Changes in the asset allocation ratio over the life of the portfolio should be limited. Consideration should be given to changing the ratio if the portfolio owner’s financial situation or objectives change. Additionally, in most cases, the ratio should become more conservative (greater emphasis on bonds and less emphasis on stocks) as the portfolio owner’s age increases. Finally, an investor may find during a bear market that his or her risk tolerance was not as high as thought, resulting in some modification in asset allocation.
Stock and bond markets often move in opposite directions. As a result of this counter movement—relative to its stated asset allocation—a portfolio can easily become overweighted in one asset while becoming underweighted in the other. Many investors allow their portfolios to float with the market.

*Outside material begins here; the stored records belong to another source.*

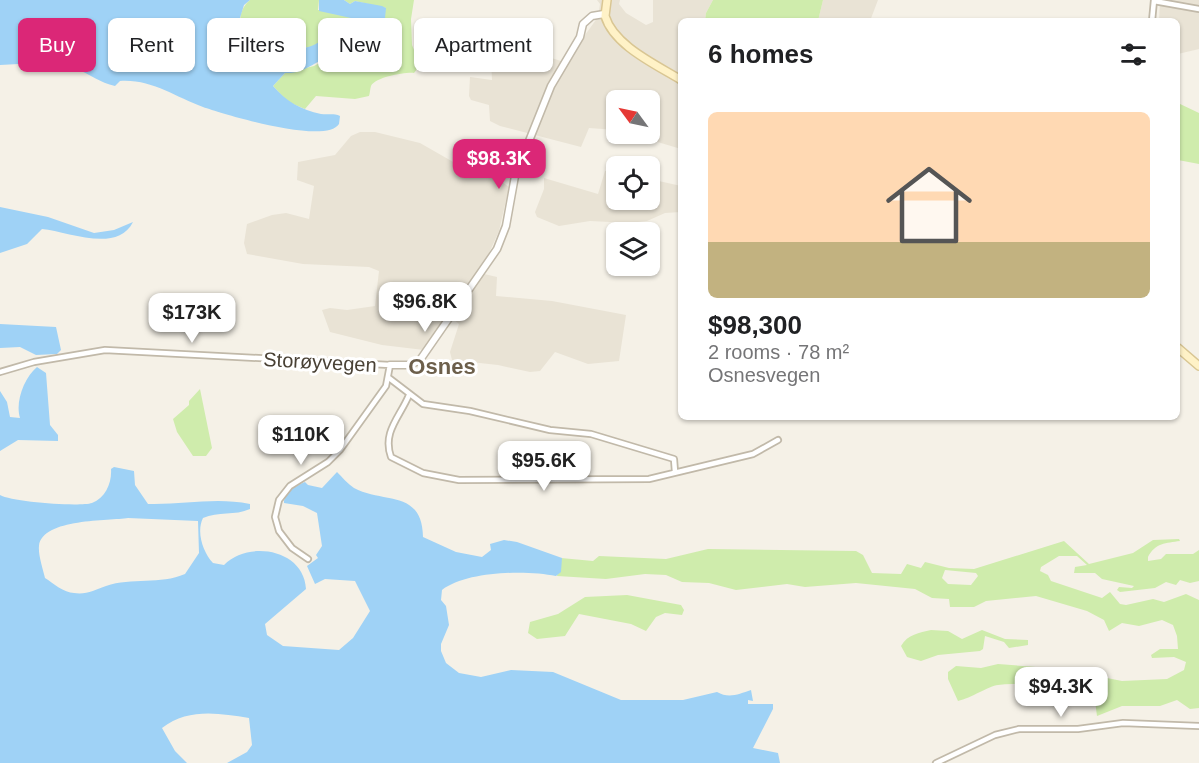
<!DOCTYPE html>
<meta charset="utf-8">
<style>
body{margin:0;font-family:Helvetica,sans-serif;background:#f2f2f2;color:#202124;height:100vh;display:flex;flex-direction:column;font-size:22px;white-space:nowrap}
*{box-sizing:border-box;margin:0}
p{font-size:20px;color:#757577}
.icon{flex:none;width:33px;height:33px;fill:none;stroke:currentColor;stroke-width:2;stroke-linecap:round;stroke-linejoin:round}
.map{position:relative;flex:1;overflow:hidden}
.drawer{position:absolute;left:678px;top:18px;width:502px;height:402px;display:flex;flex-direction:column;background:#fff;border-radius:9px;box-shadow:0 2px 4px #0004}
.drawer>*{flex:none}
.banner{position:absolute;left:18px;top:18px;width:570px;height:54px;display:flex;gap:12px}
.needle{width:39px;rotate:303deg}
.fabs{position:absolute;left:606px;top:90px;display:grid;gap:12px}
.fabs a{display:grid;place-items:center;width:54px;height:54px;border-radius:9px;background:#fff;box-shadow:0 2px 4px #0004;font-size:30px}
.price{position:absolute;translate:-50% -51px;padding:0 14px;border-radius:12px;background:#fff;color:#222;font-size:20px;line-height:39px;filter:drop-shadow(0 2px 3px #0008)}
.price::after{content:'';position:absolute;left:50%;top:36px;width:18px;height:14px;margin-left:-9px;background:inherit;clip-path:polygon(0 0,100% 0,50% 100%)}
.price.active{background:#db2777;color:#fff}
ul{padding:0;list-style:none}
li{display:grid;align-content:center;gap:12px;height:318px;padding:0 30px}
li+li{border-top:2px solid #e0e0e0}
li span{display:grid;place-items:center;height:186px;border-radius:9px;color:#555}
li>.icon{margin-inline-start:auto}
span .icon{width:108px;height:108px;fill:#fffc;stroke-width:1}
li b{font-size:26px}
h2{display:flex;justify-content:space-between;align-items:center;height:72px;padding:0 30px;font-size:26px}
.pill{padding:0 21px;border-radius:9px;background:#fff;box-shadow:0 2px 4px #0004;font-size:21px;line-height:54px}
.pill.active{background:#db2777;color:#fff}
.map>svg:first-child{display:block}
.residential{fill:#e9e3d5}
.green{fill:#cfecac;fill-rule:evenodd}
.water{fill:#9fd2f6;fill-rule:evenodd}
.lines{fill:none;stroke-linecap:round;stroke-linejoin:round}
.minor-casing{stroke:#c1b9a9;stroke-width:8}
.tertiary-casing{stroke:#c1b9a9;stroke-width:9}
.secondary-casing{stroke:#d9c693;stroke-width:10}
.minor{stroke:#fff;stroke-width:4.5}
.tertiary{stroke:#fff;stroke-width:6}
.secondary{stroke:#fff2c7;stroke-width:7}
.labels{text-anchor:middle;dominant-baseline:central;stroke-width:6;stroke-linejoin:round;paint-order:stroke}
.street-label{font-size:20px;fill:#494135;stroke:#fff}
.quarter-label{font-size:22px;font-weight:bold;fill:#6c5f4b;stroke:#fff}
</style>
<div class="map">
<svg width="1199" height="763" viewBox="0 0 1199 763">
<rect width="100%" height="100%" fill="#f5f1e7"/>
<path class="residential" d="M597 0H620L619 4 626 13 646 25 653 22V0H713L706 13 705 21H681V149L631 134H650V100H616V130L589 128 581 147 500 126 490 121 489 105 471 100 469 96 470 77 492 80 491 60 517 53 533 52 561 61 567 60 598 17 600 4Z
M823 0H878L870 21H818Z
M1160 0H1199V49L1178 54V21H1159Z
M360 132H375L420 143 455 163 491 174 509 187 499 231 480 273 497 277 496 296 552 301 626 315 619 361 588 364 555 352 540 371 530 372 498 365 452 360 450 352 459 324 451 317 424 350 382 345 330 332 322 310 330 308 347 310 375 306 379 271 369 267 303 264 247 254 244 243 247 224 272 215 286 213 309 219 314 186 297 180 298 162 335 155 351 136Z
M605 171H616V200H650V179L681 186V212L665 213 647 221 629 223 590 221 559 226 537 217 535 212 544 189V178L598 194Z"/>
<path class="green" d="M250 0H319L318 10 386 8 355 1 350 4 344 0H414L411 19 412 45 420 65 414 73C405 72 376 77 371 86 370 89 370 93 369 96L355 99 316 96 305 109 288 102 273 86 285 73 314 66 330 57H345L322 39 314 47 294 48 244 34C237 23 240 8 250 0Z
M713 0H823L818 21H705L706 13Z
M1178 103 1199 113V164L1178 160Z
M200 389 212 448 206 456H193L177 432 173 419 189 405V401Z
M1179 539 1180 541C1166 543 1155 543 1148 557V561L1161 559 1166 554H1193L1199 550V581L1190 583 1180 580 1176 585 1166 582 1155 588 1120 592 1117 590 1119 587 1132 588 1134 586 1102 579 1095 573H1074L1075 567 1087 565 1077 556H1059L1041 567 1040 571 1048 575 1051 581 1102 598 1110 592 1120 604 1126 605 1153 599 1164 602 1186 594 1199 600V708L1190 709 1177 700 1160 706H1122L1097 716 1095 701 1088 694C1061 691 1026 681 998 685 989 686 971 698 958 701L948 679V672L956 666 981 668 998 664 1062 669 1122 681 1167 679 1184 670 1186 662 1174 657 1152 658 1151 655 1160 649H1178L1177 636 1173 625 1162 620 1139 626 1122 623 1109 631 1104 620 1087 611 1036 596 986 601 974 607H950L949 599 932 598 915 589 856 583 805 587 787 584 736 590 709 583 682 582 666 575 645 574 606 579 557 576 561 558 593 561 599 556 666 559 708 549 856 551 863 555 872 573 901 574 907 564 921 568 925 562 949 568 974 569 1064 541 1089 564 1133 553 1153 540ZM945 570 976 573 978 576 971 585 948 584 942 578Z
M627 595 681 605 684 610 682 615 665 613 656 617 646 631 631 624 579 614 565 636 537 639 528 633 530 622 558 614 585 597Z
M931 630 948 631 962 639 982 630 1005 639 1028 640V645L1009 648 1004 642 985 636 983 649 980 651 938 655 921 661 907 657 901 646C908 634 919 633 931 630Z"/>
<path class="water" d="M0 0H250L244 5 239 21 244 34C260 40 283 49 300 48 324 48 330 21 354 47L350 56C343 57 337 55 330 57 314 61 305 74 285 73L273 86C286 101 301 110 321 114 328 115 334 113 340 116L339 124C326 145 226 115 203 107 175 97 152 79 120 81L115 86C100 83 90 74 76 69 53 60 24 64 0 65Z
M319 0H344L350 4 355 1 382 6 386 8 385 18 374 23 319 11Z
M0 207 48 217 94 233 114 230 133 222C117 254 67 231 42 229L27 244 0 253Z
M0 324 56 327 61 350 57 354 36 355 20 347 0 348Z
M37 367 46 373 50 425 58 435V441L18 440 0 451V391L7 402 10 417 20 418C15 402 24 378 37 367Z
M114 467 134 471 135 485 148 504C183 505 215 497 250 504V509C235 516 218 511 203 518 196 532 203 552 213 563L224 565C248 540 304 549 306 589L265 624 267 635 283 646 339 650 353 638 370 611 355 581 325 579 315 584 307 566 318 558 316 555 322 546 317 513 303 506 284 503C284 492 296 486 305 482L308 485 322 488 337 472C342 477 348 484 354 488 384 504 422 489 423 537L456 552 482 557 491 550 490 544 504 540 517 542 562 558 561 572 556 576C526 570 467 571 442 590L441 600 446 606 449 625 441 644V651L446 663 459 673 481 677 511 670 553 672 621 700H683L717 692C729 699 739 694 751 690L753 701 748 700V704H773V709L753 748 778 753 780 763H227L247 752 252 745 249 718C218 713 188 708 162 728L175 751 187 763H0V495C12 502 79 507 92 503 106 498 112 482 111 469ZM128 518 198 521 199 553 185 574C160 585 132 577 106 586 95 590 86 595 74 593 64 593 53 583 45 578 43 569 38 555 39 546 42 518 110 521 128 518Z"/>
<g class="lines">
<g class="minor-casing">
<path id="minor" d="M1154 1 1199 9
M1152 21 1154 0
M0 372 34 362 105 350 390 365 386 386 340 450 328 462 290 486 279 500 275 517 279 531 292 548 308 559
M389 378 423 404 470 411 550 430 591 434 674 459 675 472
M409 395C400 417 382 432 391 457L423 473 459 480 649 479 753 454 778 440
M936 763 995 735 1019 729H1078L1123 723 1199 726"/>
</g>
<g class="tertiary-casing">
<path id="tertiary" d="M390 365H410L420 360 497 249 506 226 515 176 551 86 580 37 583 24 592 16 604 14"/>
</g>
<g class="secondary-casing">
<path id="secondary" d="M607 0 605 16C614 46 657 65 681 80
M1178 348 1199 366"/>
</g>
<use href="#minor" class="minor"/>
<use href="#tertiary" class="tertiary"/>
<use href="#secondary" class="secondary"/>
</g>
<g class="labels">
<g class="street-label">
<text transform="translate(320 362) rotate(3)">Storøyvegen</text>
</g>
<g class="quarter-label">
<text x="442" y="366">Osnes</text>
</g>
</g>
</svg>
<div class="fabs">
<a><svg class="needle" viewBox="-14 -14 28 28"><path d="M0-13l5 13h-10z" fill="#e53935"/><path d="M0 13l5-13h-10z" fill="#757577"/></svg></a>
<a><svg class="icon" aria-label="locate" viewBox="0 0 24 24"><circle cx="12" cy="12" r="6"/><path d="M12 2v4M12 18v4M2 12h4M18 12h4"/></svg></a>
<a><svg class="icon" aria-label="layers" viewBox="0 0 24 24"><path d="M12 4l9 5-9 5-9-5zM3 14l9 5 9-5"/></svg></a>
</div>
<b class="price active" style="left:499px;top:190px">$98.3K</b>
<b class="price" style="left:425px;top:333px">$96.8K</b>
<b class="price" style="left:192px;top:344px">$173K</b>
<b class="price" style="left:301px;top:466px">$110K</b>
<b class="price" style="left:544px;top:492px">$95.6K</b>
<b class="price" style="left:1061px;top:718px">$94.3K</b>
<div class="banner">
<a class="pill active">Buy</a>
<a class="pill">Rent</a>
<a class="pill">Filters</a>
<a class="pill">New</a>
<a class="pill">Apartment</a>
</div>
<section class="drawer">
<h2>6 homes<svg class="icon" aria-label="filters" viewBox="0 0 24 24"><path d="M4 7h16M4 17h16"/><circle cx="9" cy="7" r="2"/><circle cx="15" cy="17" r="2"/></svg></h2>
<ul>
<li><span style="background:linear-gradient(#ffd9b3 70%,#c2b280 0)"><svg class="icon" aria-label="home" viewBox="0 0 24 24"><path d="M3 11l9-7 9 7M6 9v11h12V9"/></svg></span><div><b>$98,300</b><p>2 rooms · 78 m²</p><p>Osnesvegen</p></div></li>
</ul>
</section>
</div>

The danger in this approach is that it assures overexposure at market highs to the asset class which is rising and under exposure at market lows to the asset class which is declining.
To counter the market’s influence on the asset allocation ratio, it is necessary to engage in asset allocation management. This rebalancing of the portfolio means the selling of some portion of the asset class that experienced superior performance and replacing it with the asset class that experienced a relatively inferior return.
Unfortunately, many investors do not give rebalancing the attention it deserves. A big reason even many well-informed investors do not rebalance is that the concept is often counterintuitive. Human nature conditions us to believe that what has been working will continue to work and that failure is a precursor to failure. Rebalancing requires investors to sell portions of their portfolio when they are doing well in order to buy lagging investments that might do well in the future. People want to do what is comfortable. In investments, what is comfortable is rarely profitable.
It is important to resist the urge not to rebalance. Investors who sold stocks to buy more bonds during the late 1990s were eventually well rewarded. Today, the opposite may well be true. Remember, rebalancing keeps a portfolio’s risk aligned with its owner’s risk tolerance.